__Collected data entries__.
════════════════════
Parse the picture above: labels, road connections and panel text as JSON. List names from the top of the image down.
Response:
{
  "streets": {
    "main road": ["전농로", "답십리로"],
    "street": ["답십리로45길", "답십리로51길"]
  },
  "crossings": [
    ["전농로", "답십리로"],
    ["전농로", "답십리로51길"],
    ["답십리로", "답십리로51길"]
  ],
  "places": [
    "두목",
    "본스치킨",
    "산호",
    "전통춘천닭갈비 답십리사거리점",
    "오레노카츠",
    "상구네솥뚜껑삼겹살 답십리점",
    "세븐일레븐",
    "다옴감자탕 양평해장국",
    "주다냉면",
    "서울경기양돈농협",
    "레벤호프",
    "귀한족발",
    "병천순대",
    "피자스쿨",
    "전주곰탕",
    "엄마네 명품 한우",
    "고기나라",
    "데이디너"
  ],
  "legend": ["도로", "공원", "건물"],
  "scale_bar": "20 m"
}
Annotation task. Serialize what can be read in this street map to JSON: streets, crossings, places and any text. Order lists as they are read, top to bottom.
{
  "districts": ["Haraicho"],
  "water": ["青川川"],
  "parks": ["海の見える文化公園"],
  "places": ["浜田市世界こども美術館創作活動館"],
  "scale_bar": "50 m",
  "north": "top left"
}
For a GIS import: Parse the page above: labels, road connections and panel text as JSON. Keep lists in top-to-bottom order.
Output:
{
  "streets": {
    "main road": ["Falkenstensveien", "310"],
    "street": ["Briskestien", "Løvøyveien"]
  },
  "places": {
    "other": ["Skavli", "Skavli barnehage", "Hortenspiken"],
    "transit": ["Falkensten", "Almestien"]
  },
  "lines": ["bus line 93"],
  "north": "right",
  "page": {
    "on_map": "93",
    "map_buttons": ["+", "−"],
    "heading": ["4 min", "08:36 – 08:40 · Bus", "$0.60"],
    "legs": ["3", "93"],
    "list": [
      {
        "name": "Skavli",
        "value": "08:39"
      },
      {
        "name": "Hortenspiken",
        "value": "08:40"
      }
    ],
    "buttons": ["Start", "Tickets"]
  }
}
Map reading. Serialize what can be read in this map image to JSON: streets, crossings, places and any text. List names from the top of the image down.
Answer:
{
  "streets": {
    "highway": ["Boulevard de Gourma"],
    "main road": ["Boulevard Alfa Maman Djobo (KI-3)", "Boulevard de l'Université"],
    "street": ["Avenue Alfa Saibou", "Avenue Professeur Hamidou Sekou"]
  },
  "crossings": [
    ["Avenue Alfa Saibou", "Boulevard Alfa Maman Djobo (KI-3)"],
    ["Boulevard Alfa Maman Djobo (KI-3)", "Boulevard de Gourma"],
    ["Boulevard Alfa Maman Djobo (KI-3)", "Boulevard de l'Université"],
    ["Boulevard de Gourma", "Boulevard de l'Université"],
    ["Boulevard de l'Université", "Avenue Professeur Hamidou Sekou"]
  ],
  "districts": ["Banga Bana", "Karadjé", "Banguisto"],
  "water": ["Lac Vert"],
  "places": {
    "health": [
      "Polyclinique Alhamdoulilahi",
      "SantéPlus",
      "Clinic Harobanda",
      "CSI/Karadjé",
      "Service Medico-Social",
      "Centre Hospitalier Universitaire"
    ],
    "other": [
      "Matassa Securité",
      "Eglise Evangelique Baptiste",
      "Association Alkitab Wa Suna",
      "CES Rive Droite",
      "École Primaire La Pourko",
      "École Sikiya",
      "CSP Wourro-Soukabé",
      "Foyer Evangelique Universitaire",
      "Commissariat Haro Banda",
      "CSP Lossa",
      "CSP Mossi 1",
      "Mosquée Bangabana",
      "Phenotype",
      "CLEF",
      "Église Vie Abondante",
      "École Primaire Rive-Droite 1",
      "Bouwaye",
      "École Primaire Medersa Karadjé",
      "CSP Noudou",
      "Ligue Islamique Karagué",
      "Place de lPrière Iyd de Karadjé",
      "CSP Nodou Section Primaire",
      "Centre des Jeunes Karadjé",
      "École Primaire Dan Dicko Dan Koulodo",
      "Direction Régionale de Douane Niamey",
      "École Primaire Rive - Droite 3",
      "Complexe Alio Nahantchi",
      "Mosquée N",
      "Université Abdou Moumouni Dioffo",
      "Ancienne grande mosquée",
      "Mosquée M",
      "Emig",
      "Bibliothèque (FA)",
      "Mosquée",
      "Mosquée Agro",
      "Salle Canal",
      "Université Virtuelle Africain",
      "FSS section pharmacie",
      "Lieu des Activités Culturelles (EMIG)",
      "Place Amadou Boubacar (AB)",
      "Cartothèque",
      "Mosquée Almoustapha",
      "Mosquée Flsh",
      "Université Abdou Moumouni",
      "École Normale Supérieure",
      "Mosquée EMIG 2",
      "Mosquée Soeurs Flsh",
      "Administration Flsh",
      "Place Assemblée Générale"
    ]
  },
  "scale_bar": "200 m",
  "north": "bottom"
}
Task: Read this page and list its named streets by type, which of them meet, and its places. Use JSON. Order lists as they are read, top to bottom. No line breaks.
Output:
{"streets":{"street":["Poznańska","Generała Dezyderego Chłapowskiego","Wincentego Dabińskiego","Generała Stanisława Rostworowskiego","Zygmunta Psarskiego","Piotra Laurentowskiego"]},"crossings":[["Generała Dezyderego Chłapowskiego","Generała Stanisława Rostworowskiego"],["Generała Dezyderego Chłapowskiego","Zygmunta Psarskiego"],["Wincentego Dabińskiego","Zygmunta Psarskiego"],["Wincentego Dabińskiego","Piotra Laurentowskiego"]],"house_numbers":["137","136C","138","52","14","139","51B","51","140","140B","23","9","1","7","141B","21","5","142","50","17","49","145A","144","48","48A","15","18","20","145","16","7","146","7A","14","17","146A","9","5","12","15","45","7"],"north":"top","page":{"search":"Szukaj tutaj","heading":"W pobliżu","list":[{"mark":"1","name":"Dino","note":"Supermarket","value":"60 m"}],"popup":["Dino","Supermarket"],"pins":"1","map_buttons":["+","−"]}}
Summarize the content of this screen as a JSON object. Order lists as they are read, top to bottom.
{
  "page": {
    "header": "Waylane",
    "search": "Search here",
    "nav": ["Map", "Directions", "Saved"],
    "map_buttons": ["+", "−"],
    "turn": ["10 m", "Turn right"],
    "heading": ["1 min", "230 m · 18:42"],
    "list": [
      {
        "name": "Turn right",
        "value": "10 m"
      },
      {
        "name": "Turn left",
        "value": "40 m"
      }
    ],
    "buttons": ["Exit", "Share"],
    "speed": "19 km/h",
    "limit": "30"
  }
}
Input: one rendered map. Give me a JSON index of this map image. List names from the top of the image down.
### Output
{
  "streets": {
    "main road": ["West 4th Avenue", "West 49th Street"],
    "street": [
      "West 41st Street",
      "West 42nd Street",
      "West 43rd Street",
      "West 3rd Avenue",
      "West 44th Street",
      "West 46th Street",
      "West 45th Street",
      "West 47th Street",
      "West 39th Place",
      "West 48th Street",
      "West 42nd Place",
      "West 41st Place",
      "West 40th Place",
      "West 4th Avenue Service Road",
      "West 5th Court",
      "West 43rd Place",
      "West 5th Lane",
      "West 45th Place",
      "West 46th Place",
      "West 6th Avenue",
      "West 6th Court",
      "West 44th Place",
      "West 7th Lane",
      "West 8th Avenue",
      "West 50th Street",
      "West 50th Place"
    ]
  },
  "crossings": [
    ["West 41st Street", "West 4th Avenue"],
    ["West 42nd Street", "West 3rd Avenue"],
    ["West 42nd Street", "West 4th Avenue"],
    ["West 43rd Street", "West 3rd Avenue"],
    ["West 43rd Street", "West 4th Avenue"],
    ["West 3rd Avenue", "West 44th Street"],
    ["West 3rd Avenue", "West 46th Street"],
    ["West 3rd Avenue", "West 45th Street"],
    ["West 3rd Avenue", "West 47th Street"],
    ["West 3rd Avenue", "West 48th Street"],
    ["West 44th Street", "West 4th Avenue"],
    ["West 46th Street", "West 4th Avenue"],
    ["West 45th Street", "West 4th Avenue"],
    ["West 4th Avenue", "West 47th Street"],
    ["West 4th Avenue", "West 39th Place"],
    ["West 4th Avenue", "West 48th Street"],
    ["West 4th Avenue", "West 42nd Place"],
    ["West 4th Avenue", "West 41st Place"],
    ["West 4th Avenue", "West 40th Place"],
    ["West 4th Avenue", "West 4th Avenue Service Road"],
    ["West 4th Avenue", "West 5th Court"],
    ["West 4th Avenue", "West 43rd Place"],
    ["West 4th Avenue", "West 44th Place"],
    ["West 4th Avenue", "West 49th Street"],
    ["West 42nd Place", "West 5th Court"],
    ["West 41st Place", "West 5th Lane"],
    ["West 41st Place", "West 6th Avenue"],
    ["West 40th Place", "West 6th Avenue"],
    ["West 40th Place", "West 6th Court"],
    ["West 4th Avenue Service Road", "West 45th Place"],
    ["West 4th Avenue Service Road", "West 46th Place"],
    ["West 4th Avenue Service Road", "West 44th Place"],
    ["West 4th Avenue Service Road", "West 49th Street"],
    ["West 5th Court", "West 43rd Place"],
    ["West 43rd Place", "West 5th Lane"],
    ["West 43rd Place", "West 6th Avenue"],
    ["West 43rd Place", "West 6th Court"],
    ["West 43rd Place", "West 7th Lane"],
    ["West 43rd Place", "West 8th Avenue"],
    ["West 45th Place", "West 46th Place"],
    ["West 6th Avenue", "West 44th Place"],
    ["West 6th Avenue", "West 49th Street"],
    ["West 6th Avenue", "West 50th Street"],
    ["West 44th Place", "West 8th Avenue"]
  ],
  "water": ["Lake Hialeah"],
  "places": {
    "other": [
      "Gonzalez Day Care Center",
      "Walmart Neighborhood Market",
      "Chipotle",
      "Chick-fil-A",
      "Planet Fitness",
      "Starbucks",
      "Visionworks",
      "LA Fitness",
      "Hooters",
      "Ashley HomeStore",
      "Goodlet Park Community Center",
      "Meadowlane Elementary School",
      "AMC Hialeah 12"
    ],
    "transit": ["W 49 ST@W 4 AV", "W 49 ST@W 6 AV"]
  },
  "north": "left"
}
════════════════════
Copy only the entries from the first line to the line with "Map reading. Serialize", each exactly as it appears.

__RESULT OF THIS EXERCISE__.
Parse the picture above: labels, road connections and panel text as JSON. List names from the top of the image down.
Response:
{
  "streets": {
    "main road": ["전농로", "답십리로"],
    "street": ["답십리로45길", "답십리로51길"]
  },
  "crossings": [
    ["전농로", "답십리로"],
    ["전농로", "답십리로51길"],
    ["답십리로", "답십리로51길"]
  ],
  "places": [
    "두목",
    "본스치킨",
    "산호",
    "전통춘천닭갈비 답십리사거리점",
    "오레노카츠",
    "상구네솥뚜껑삼겹살 답십리점",
    "세븐일레븐",
    "다옴감자탕 양평해장국",
    "주다냉면",
    "서울경기양돈농협",
    "레벤호프",
    "귀한족발",
    "병천순대",
    "피자스쿨",
    "전주곰탕",
    "엄마네 명품 한우",
    "고기나라",
    "데이디너"
  ],
  "legend": ["도로", "공원", "건물"],
  "scale_bar": "20 m"
}
Annotation task. Serialize what can be read in this street map to JSON: streets, crossings, places and any text. Order lists as they are read, top to bottom.
{
  "districts": ["Haraicho"],
  "water": ["青川川"],
  "parks": ["海の見える文化公園"],
  "places": ["浜田市世界こども美術館創作活動館"],
  "scale_bar": "50 m",
  "north": "top left"
}
For a GIS import: Parse the page above: labels, road connections and panel text as JSON. Keep lists in top-to-bottom order.
Output:
{
  "streets": {
    "main road": ["Falkenstensveien", "310"],
    "street": ["Briskestien", "Løvøyveien"]
  },
  "places": {
    "other": ["Skavli", "Skavli barnehage", "Hortenspiken"],
    "transit": ["Falkensten", "Almestien"]
  },
  "lines": ["bus line 93"],
  "north": "right",
  "page": {
    "on_map": "93",
    "map_buttons": ["+", "−"],
    "heading": ["4 min", "08:36 – 08:40 · Bus", "$0.60"],
    "legs": ["3", "93"],
    "list": [
      {
        "name": "Skavli",
        "value": "08:39"
      },
      {
        "name": "Hortenspiken",
        "value": "08:40"
      }
    ],
    "buttons": ["Start", "Tickets"]
  }
}
Map reading. Serialize what can be read in this map image to JSON: streets, crossings, places and any text. List names from the top of the image down.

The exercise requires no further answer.